Friday 29 August 2014

Is a European (nuclear?) war inevitable if Ukraine joins NATO?

Certainly we should deplore the Russian military intervention in Ukraine and the suffering in the East of that country, but is it worth risking a high likelihood that millions of people will die because the West ends up in a war with Russia? No. How can we save thousands of lives by a war that will kill millions? Yet we are running precisely that risk if we allow Ukraine to join NATO. This will mean that the West will have a duty to go to war with Russia if the Russians refuse an ultimatum to back down - and we should not trust the lives of millions on whether Vladimir Putin can stomach losing face over having to back down.

Certainly Putin is delusional. He is delusional to believe that if he succeeds in capturing large parts of Eastern Ukraine that there will be and end to fighting - it won't, and (unlike Crimea) he will find consistent armed resistance to his forces. Many in the East do not like the Kiev Government, but they do not want to be occupied by the Russian army either. Also Putin is delusional when he goads the west with statements such as: '"Thank God, I think no one is thinking of unleashing a large-scale conflict with Russia. I want to remind you that Russia is one of the leading nuclear powers." See http://www.telegraph.co.uk/news/worldnews/vladimir-putin/11064209/Vladimir-Putin-Dont-mess-with-nuclear-armed-Russia.html

The trouble is that this is precisely what is likely to happen if the Ukraine joins NATO. The road to the first world war was paved with such delusions - on both sides.

The West has long suffered under the logic of  'something must be done' without appreciating whether killing more people will actually make things better. Now I'm not a pacifist, but I do not think that we should take actions that make a bad situation into a catastrophe. Rather we should press the Ukrainians to settle for a solution that will eventually be more or less the same anyway - some sort of Federal relationship involving autonomy for the Donbas Region.

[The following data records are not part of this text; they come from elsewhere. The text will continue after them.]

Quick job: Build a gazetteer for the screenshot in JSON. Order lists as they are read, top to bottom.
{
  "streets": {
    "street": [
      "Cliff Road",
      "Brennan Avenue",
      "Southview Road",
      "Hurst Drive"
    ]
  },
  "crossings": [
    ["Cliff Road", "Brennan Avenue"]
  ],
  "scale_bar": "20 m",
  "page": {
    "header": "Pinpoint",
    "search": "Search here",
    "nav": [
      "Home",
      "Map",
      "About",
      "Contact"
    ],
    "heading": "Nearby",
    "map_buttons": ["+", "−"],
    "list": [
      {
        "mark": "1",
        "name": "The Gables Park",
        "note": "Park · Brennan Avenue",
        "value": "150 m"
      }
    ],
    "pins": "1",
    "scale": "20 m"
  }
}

The Putin regime is very unsavoury, that is for sure, and he will come unstuck as he persists with his current strategy. But the best way to deal with him is to let have him have enough rope, so that he becomes more and more bogged down in a quagmire of an unwinnable war inside Ukraine. That way he either will have to come to terms or he will lose, but millions of people across Europe will not die in the process.